Strict Self-Assembly of Discrete Self-Similar Fractal Shapes

TL;DR

This paper presents a polynomial-time algorithm to determine if a discrete self-similar fractal shape can be strictly self-assembled in the aTAM model, introducing new methods and characterizations for self-assembly capabilities.

Contribution

It provides the first polynomial-time decision algorithm for strict self-assembly of self-similar fractals in the aTAM and introduces self-describing circuits for rigorous proofs.

Findings

The aTAM can strictly assemble a variant of the Sierpinski Carpet.

The ability to pass information in the fractal generator determines self-assembly feasibility.

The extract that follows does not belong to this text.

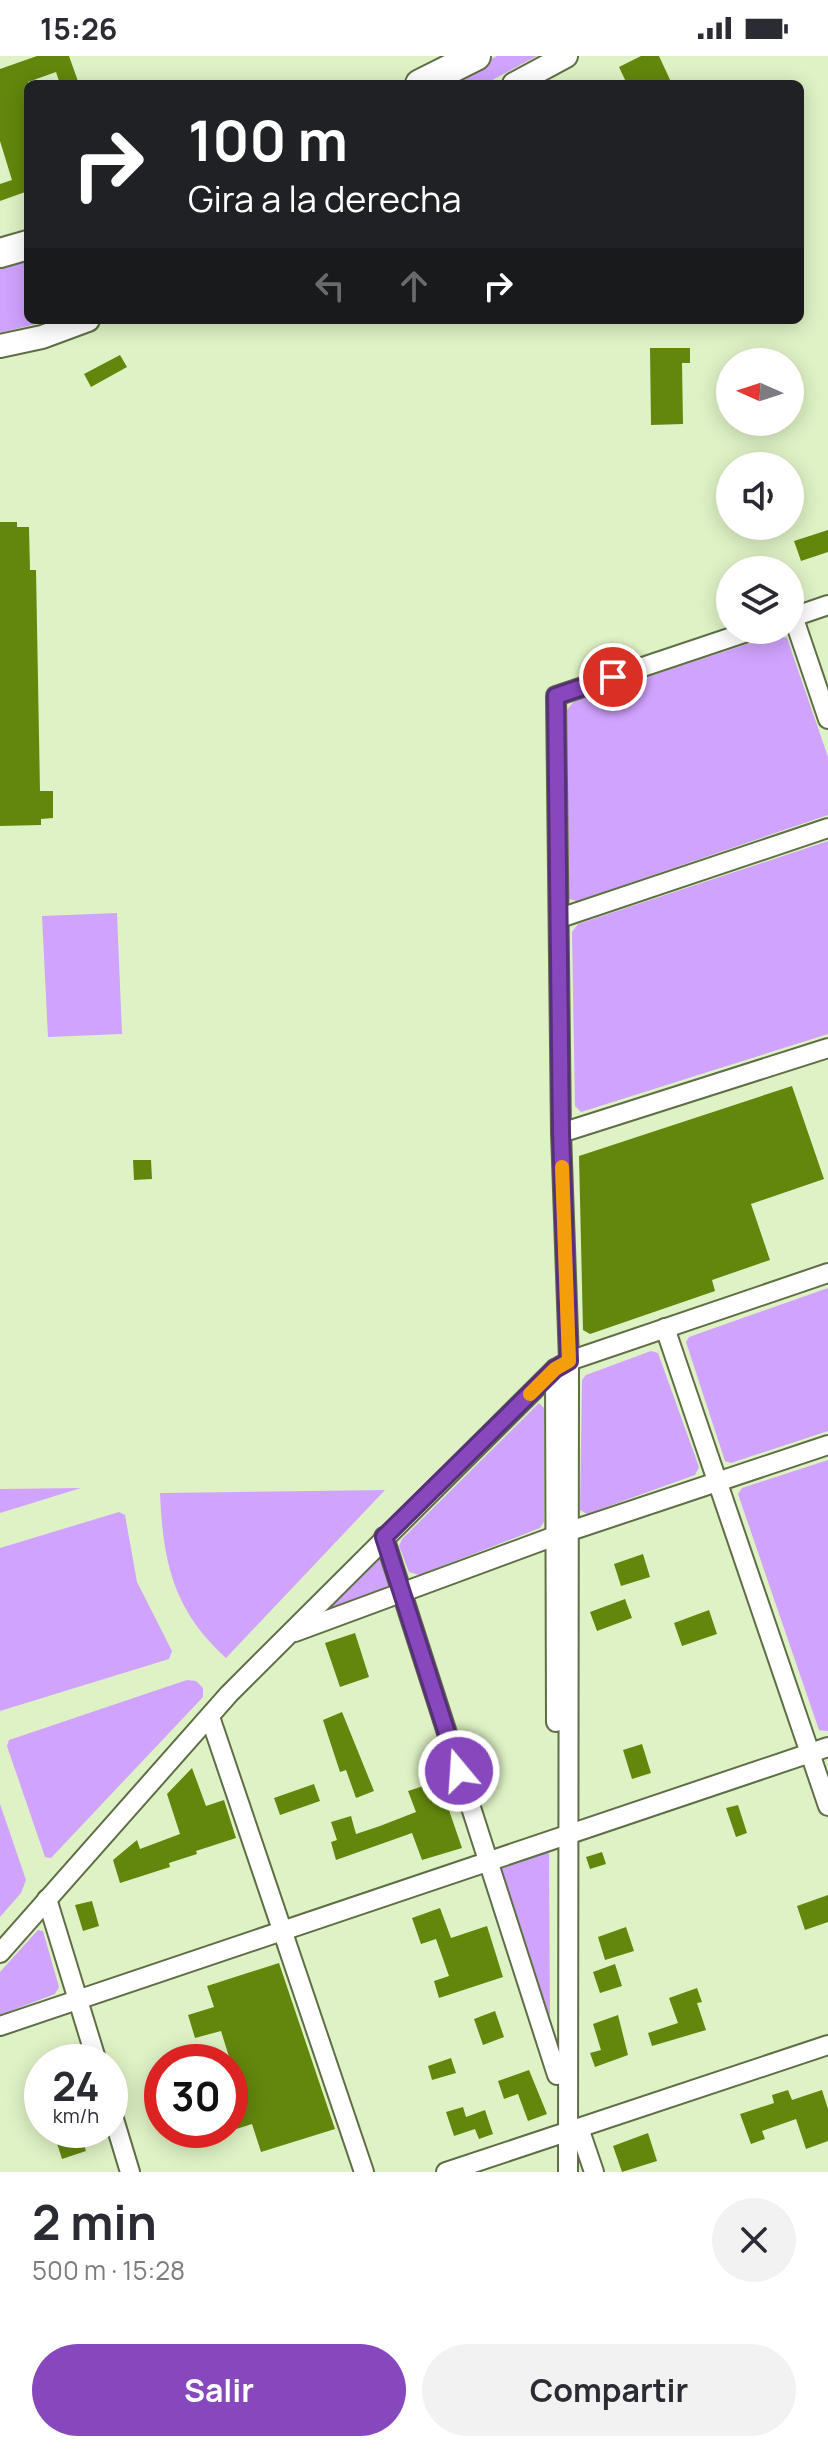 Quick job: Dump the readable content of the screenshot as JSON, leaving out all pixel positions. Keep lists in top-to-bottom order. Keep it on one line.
{"north":"left","page":{"status":"15:26","turn":["100 m","Gira a la derecha"],"speed":"24 km/h","limit":"30","heading":["2 min","500 m · 15:28"],"buttons":["Salir","Compartir"]}}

Bounded treewidth productions limit the complexity of self-assembled patterns.

Abstract

This paper gives a (polynomial time) algorithm to decide whether a given Discrete Self-Similar Fractal Shape can be assembled in the aTAM model.In the positive case, the construction relies on a Self-Assembling System in the aTAM which strictly assembles a particular self-similar fractal shape, namely a variant $K^\infty$ of the Sierpinski Carpet. We prove that the aTAM we propose is correct through a novel device, \emph{self-describing circuits} which are generally useful for rigorous yet readable proofs of the behaviour of aTAMs.We then discuss which self-similar fractals can or cannot be strictly self-assembled in the aTAM. It turns out that the ability of iterates of the generator to pass information is crucial: either this \emph{bandwidth} is eventually sufficient in both cardinal directions and $K^\infty$ appears within the fractal pattern after some finite number of iterations, or that bandwidth remains ever insufficient in one direction and any aTAM trying to self-assemble the shape will end up either bounded with an ultimately periodic pattern covering arbitrarily large squares. This is established thanks to a new characterization of the productions of systems whose productions have a uniformly bounded treewidth.